## [AIM OF THE TASK]
From the line with "ctx.setLineDash(dash || []);" through the line with "M 10,10 L 29,10 L 31,36 L 10,38 Z", repeat the entries verbatim, both end lines included, and add nothing.

## [SUPPLIED MATERIAL]
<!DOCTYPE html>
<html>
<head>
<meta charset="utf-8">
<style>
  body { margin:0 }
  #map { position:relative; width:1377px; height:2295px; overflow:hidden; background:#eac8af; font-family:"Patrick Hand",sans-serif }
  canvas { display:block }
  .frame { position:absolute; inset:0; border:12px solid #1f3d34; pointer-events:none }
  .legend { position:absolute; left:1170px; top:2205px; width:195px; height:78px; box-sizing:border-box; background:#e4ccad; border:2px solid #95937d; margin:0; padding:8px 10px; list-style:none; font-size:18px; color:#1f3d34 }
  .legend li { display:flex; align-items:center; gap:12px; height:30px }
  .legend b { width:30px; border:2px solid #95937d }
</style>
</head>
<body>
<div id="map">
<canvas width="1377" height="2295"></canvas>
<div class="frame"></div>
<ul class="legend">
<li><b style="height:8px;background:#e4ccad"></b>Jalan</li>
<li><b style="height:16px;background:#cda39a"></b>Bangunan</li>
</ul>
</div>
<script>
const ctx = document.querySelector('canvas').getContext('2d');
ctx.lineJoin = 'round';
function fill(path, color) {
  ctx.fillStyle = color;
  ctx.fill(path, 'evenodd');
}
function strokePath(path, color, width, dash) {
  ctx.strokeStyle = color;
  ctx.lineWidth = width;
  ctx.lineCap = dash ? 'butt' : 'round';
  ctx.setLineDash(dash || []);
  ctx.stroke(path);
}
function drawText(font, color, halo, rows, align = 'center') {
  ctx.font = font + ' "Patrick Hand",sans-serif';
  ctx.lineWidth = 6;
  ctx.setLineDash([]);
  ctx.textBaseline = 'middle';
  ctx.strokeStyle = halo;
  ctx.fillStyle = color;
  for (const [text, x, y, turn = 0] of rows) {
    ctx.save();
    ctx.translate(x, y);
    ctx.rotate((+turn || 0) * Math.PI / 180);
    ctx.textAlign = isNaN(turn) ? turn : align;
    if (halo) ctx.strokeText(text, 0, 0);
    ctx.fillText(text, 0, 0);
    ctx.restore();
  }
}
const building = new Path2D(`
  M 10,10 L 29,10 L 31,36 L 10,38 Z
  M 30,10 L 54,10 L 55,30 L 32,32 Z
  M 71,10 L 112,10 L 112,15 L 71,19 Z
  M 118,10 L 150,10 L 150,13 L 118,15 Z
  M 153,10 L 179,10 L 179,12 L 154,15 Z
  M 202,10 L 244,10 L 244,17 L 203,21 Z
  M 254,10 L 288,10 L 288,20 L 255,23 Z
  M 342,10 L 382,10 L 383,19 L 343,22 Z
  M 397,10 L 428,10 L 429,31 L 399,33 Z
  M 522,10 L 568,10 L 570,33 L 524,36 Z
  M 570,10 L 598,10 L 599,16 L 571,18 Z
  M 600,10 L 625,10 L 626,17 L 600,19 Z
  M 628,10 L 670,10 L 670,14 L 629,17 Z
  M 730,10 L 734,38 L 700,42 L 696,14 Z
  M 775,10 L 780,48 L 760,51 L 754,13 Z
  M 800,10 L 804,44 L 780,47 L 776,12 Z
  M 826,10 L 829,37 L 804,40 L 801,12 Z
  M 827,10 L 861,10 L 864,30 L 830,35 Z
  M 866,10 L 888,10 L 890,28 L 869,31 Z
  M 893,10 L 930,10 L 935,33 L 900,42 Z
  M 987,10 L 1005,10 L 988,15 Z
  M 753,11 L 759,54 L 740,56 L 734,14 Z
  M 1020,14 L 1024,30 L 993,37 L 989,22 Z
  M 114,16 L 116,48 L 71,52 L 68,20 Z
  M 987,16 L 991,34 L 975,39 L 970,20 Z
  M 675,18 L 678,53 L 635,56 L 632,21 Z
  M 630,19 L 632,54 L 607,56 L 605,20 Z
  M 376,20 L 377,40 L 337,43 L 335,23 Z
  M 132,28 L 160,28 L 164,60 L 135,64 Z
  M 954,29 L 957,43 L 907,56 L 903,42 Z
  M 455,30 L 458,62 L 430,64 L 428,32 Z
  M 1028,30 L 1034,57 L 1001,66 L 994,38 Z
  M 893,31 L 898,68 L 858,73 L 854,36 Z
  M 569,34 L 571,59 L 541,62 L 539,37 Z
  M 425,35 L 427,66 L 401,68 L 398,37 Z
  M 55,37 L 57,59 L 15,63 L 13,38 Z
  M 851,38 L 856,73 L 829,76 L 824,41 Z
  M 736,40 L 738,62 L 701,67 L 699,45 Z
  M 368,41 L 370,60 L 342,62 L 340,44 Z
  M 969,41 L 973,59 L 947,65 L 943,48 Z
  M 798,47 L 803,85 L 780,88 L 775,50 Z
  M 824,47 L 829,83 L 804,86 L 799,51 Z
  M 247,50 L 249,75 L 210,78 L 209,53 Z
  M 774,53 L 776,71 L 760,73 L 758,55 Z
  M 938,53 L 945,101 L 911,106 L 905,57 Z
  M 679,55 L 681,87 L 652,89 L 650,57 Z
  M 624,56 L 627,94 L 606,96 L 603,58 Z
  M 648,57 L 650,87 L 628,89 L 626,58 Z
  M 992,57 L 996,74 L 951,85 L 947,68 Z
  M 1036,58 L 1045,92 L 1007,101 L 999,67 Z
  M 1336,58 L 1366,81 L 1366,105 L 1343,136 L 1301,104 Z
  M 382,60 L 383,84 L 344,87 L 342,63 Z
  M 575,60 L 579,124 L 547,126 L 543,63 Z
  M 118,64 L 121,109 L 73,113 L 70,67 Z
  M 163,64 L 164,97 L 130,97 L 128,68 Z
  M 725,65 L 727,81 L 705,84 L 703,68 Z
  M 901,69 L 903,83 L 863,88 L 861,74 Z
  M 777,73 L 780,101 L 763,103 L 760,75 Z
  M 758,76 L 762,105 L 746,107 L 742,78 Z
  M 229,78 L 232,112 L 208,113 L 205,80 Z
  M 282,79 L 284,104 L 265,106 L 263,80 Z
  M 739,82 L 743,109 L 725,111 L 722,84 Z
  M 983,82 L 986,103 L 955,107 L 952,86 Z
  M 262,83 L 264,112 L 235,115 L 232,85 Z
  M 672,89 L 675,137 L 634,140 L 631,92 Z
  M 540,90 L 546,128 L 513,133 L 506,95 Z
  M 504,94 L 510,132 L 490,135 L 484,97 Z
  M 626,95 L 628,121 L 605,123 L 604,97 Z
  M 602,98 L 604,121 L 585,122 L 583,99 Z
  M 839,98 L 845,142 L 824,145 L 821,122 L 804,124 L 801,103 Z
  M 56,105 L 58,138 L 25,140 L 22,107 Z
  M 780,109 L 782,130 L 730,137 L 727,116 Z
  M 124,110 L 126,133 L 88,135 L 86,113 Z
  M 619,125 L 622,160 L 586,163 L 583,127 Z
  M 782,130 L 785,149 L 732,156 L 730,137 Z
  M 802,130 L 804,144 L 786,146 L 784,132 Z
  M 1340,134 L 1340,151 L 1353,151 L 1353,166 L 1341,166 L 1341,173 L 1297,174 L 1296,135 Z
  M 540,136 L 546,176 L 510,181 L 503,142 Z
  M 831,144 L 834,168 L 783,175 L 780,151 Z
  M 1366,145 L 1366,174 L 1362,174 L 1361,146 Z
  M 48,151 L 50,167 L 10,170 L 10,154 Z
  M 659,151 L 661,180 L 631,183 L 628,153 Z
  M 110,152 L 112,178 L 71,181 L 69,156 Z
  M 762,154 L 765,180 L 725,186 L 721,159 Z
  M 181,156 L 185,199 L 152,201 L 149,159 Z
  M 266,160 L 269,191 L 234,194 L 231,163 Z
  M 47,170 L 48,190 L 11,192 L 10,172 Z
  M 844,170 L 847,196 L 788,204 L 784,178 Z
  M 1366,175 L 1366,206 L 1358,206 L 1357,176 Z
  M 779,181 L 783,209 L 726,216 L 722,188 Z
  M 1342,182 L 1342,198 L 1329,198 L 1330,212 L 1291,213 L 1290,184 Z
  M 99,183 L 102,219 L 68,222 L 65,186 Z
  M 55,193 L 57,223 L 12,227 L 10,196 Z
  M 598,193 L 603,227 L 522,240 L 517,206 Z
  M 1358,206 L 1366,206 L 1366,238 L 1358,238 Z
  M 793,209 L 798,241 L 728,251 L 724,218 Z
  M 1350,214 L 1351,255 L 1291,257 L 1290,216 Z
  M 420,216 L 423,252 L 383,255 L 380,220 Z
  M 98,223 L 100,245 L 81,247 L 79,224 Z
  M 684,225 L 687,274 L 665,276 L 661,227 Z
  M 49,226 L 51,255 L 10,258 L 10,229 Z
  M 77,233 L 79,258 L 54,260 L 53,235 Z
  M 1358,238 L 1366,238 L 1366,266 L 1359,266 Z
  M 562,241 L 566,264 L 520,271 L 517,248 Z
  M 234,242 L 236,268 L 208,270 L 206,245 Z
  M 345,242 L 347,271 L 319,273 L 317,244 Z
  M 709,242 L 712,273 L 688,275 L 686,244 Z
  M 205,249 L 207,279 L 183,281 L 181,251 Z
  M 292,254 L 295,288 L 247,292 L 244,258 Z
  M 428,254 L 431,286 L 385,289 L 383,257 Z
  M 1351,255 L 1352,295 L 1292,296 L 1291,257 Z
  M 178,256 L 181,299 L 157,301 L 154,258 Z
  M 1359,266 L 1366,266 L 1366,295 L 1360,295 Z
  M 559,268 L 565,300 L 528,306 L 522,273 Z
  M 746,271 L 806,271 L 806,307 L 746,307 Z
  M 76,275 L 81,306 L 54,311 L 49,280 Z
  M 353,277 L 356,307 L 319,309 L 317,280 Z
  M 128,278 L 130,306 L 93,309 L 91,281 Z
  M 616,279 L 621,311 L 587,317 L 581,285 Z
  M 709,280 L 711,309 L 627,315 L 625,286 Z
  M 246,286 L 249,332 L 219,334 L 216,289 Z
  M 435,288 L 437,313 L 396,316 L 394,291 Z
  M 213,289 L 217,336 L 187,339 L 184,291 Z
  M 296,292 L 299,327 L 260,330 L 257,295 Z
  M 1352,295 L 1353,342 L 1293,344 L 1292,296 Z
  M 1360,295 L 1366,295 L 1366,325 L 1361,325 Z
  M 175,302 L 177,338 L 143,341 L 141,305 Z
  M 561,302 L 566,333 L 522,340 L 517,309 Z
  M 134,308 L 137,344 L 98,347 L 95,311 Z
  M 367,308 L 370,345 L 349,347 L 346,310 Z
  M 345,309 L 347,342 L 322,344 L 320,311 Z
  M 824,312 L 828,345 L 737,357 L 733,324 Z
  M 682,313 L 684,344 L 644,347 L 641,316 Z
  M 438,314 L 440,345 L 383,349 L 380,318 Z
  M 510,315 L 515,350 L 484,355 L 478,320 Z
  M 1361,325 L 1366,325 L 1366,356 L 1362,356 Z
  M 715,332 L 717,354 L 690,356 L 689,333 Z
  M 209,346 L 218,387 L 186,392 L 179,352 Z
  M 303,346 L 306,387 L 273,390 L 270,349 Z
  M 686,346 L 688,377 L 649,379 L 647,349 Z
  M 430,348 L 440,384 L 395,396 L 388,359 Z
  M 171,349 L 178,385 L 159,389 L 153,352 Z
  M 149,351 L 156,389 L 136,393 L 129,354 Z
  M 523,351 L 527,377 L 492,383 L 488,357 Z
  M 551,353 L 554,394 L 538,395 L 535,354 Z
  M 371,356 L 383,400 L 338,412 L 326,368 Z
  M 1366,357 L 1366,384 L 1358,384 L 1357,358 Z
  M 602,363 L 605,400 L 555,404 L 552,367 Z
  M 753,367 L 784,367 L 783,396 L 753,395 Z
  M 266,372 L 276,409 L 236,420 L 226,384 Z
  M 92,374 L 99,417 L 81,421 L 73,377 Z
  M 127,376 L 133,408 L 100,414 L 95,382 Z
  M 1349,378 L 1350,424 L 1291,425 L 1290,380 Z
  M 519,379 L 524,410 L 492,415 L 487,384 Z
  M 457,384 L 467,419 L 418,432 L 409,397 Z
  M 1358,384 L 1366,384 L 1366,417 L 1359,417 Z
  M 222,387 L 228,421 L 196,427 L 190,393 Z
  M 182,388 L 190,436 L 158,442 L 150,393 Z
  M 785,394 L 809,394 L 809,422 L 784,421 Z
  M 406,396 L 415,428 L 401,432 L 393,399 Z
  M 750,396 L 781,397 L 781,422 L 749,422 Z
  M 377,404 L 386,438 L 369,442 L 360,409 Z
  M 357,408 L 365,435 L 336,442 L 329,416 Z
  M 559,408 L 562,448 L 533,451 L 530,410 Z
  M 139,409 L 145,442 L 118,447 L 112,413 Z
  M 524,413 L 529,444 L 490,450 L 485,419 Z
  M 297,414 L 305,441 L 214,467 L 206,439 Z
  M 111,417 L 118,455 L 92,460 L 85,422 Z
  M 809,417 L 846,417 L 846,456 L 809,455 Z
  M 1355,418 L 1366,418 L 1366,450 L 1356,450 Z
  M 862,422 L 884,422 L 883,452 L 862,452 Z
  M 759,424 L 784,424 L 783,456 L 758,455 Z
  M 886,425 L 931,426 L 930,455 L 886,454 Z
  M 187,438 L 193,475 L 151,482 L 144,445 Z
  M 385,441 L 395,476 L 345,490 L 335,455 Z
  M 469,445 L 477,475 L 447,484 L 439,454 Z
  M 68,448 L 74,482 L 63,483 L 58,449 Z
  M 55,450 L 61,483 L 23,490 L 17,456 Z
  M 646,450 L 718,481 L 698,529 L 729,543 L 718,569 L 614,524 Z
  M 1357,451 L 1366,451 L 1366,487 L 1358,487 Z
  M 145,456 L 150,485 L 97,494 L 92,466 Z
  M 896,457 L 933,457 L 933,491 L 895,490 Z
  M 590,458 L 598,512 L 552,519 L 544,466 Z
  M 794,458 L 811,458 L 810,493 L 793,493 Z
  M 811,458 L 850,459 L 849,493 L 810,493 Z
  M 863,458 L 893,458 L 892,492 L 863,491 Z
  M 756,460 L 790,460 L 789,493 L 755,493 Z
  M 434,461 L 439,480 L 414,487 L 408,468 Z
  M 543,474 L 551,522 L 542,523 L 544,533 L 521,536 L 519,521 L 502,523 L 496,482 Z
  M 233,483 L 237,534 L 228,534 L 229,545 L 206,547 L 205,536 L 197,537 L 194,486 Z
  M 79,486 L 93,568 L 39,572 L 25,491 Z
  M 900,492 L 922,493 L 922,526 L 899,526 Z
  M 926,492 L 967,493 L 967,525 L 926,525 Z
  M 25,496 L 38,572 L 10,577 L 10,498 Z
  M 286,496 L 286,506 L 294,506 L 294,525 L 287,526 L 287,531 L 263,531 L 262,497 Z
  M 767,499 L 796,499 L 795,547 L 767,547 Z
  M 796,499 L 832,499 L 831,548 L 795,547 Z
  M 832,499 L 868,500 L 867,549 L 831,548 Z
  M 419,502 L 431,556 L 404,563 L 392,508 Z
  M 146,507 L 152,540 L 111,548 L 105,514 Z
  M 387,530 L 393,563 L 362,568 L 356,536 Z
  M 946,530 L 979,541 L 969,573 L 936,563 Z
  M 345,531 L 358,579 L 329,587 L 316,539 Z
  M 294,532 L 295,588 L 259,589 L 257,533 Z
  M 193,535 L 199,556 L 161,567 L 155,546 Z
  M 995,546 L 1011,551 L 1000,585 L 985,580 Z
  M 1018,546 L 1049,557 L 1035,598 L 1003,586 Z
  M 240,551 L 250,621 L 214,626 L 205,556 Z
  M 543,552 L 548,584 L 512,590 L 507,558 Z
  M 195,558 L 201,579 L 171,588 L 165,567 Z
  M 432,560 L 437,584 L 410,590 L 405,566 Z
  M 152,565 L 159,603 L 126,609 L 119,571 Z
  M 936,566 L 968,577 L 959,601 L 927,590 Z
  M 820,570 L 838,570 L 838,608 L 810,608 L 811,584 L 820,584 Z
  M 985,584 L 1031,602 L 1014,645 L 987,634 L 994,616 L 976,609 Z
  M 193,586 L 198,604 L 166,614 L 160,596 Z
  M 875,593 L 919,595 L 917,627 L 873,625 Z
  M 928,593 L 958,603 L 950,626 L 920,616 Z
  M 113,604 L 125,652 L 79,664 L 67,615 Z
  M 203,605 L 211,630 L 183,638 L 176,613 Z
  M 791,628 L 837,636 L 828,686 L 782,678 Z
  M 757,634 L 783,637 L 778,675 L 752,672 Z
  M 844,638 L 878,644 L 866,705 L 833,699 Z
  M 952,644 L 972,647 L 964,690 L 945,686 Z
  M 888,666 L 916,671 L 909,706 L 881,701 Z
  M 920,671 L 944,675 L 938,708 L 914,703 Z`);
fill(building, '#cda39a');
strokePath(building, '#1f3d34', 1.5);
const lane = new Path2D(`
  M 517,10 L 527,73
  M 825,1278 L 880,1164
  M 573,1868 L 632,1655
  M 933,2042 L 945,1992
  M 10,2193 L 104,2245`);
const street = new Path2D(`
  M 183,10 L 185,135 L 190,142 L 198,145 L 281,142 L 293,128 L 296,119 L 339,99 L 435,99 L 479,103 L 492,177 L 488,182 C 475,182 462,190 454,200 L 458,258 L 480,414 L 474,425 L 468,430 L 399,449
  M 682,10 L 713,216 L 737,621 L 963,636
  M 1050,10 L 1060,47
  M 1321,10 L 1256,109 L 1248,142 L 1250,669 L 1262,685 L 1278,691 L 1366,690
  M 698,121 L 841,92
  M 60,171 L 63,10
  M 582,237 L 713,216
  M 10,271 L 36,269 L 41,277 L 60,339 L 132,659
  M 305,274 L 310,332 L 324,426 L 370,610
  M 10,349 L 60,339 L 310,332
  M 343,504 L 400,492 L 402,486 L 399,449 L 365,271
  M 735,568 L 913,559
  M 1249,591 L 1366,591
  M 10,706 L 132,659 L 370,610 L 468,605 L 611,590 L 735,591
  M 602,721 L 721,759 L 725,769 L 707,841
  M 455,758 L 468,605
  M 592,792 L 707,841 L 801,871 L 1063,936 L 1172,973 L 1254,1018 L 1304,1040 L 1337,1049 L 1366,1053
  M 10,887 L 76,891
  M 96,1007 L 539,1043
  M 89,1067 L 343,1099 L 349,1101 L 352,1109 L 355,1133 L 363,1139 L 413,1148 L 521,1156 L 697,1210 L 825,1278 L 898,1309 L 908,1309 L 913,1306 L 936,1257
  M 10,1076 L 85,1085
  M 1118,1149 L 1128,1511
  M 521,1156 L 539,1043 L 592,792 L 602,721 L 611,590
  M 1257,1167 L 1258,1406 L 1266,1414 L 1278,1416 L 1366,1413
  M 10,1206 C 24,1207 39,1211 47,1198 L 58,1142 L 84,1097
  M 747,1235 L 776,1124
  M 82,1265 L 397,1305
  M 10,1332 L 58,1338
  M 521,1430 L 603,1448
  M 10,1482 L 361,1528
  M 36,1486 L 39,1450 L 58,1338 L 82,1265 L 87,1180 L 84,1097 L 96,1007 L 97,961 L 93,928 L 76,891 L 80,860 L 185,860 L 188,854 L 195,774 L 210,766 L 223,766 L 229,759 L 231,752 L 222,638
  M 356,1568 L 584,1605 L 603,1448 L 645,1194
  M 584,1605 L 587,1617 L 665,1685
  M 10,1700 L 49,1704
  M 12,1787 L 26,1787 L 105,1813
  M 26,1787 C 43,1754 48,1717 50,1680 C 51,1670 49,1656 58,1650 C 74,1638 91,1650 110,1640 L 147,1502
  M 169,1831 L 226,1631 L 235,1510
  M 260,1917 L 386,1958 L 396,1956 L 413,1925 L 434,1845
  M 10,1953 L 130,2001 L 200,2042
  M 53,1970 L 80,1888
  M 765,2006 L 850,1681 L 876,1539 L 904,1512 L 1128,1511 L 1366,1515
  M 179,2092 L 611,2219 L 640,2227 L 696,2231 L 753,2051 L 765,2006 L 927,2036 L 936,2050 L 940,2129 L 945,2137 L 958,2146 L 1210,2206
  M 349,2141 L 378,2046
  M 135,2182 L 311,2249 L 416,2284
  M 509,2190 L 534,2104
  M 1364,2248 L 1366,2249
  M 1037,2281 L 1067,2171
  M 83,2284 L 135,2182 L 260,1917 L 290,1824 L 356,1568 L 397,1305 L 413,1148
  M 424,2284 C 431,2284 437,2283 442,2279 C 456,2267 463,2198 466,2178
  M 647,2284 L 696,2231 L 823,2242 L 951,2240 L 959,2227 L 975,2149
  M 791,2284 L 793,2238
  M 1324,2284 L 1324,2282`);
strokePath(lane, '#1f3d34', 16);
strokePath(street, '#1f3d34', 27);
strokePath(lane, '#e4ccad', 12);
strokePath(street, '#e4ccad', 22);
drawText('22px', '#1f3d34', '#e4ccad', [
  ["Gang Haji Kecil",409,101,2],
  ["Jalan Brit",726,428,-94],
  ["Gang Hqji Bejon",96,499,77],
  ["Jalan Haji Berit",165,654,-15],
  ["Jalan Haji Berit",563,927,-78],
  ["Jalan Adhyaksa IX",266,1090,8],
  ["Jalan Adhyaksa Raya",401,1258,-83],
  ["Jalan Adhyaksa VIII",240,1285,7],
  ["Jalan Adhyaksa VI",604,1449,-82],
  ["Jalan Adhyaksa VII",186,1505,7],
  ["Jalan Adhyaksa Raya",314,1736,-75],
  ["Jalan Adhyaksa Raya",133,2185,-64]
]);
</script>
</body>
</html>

## [RESULT BELOW]
  ctx.setLineDash(dash || []);
  ctx.stroke(path);
}
function drawText(font, color, halo, rows, align = 'center') {
  ctx.font = font + ' "Patrick Hand",sans-serif';
  ctx.lineWidth = 6;
  ctx.setLineDash([]);
  ctx.textBaseline = 'middle';
  ctx.strokeStyle = halo;
  ctx.fillStyle = color;
  for (const [text, x, y, turn = 0] of rows) {
    ctx.save();
    ctx.translate(x, y);
    ctx.rotate((+turn || 0) * Math.PI / 180);
    ctx.textAlign = isNaN(turn) ? turn : align;
    if (halo) ctx.strokeText(text, 0, 0);
    ctx.fillText(text, 0, 0);
    ctx.restore();
  }
}
const building = new Path2D(`
  M 10,10 L 29,10 L 31,36 L 10,38 Z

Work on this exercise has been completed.